Input data>
★ ★ ★

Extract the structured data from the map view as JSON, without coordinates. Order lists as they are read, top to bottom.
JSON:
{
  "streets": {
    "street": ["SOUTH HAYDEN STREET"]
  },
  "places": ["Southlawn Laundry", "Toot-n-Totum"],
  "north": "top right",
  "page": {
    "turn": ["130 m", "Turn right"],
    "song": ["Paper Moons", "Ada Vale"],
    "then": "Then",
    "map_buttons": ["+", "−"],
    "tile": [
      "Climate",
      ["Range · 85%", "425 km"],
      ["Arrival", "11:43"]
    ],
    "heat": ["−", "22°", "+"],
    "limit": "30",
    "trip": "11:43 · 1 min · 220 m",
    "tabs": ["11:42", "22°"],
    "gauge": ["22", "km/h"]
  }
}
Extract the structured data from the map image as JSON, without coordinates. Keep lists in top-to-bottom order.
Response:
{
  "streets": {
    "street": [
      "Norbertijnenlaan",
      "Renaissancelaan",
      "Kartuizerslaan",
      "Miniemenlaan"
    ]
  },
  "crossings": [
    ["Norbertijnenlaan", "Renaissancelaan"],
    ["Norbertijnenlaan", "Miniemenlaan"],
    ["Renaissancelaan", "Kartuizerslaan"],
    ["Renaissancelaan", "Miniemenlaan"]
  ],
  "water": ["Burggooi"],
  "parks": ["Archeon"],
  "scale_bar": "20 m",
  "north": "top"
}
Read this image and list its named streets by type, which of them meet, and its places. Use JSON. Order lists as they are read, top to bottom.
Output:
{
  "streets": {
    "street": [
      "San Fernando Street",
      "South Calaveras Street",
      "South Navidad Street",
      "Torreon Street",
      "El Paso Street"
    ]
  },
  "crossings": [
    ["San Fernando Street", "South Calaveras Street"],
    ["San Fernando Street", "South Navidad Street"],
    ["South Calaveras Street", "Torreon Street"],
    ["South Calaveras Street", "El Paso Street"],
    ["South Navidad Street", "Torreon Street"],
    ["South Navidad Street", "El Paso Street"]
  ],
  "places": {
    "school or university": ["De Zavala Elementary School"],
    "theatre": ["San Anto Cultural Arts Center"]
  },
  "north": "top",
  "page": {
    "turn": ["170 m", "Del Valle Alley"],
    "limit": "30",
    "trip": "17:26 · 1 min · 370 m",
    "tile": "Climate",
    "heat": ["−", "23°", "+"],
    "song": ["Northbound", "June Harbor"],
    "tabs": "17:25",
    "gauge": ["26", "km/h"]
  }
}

★ ★ ★

Set down the entire material again, exactly as it stands.

Written solution>
Extract the structured data from the map view as JSON, without coordinates. Order lists as they are read, top to bottom.
JSON:
{
  "streets": {
    "street": ["SOUTH HAYDEN STREET"]
  },
  "places": ["Southlawn Laundry", "Toot-n-Totum"],
  "north": "top right",
  "page": {
    "turn": ["130 m", "Turn right"],
    "song": ["Paper Moons", "Ada Vale"],
    "then": "Then",
    "map_buttons": ["+", "−"],
    "tile": [
      "Climate",
      ["Range · 85%", "425 km"],
      ["Arrival", "11:43"]
    ],
    "heat": ["−", "22°", "+"],
    "limit": "30",
    "trip": "11:43 · 1 min · 220 m",
    "tabs": ["11:42", "22°"],
    "gauge": ["22", "km/h"]
  }
}
Extract the structured data from the map image as JSON, without coordinates. Keep lists in top-to-bottom order.
Response:
{
  "streets": {
    "street": [
      "Norbertijnenlaan",
      "Renaissancelaan",
      "Kartuizerslaan",
      "Miniemenlaan"
    ]
  },
  "crossings": [
    ["Norbertijnenlaan", "Renaissancelaan"],
    ["Norbertijnenlaan", "Miniemenlaan"],
    ["Renaissancelaan", "Kartuizerslaan"],
    ["Renaissancelaan", "Miniemenlaan"]
  ],
  "water": ["Burggooi"],
  "parks": ["Archeon"],
  "scale_bar": "20 m",
  "north": "top"
}
Read this image and list its named streets by type, which of them meet, and its places. Use JSON. Order lists as they are read, top to bottom.
Output:
{
  "streets": {
    "street": [
      "San Fernando Street",
      "South Calaveras Street",
      "South Navidad Street",
      "Torreon Street",
      "El Paso Street"
    ]
  },
  "crossings": [
    ["San Fernando Street", "South Calaveras Street"],
    ["San Fernando Street", "South Navidad Street"],
    ["South Calaveras Street", "Torreon Street"],
    ["South Calaveras Street", "El Paso Street"],
    ["South Navidad Street", "Torreon Street"],
    ["South Navidad Street", "El Paso Street"]
  ],
  "places": {
    "school or university": ["De Zavala Elementary School"],
    "theatre": ["San Anto Cultural Arts Center"]
  },
  "north": "top",
  "page": {
    "turn": ["170 m", "Del Valle Alley"],
    "limit": "30",
    "trip": "17:26 · 1 min · 370 m",
    "tile": "Climate",
    "heat": ["−", "23°", "+"],
    "song": ["Northbound", "June Harbor"],
    "tabs": "17:25",
    "gauge": ["26", "km/h"]
  }
}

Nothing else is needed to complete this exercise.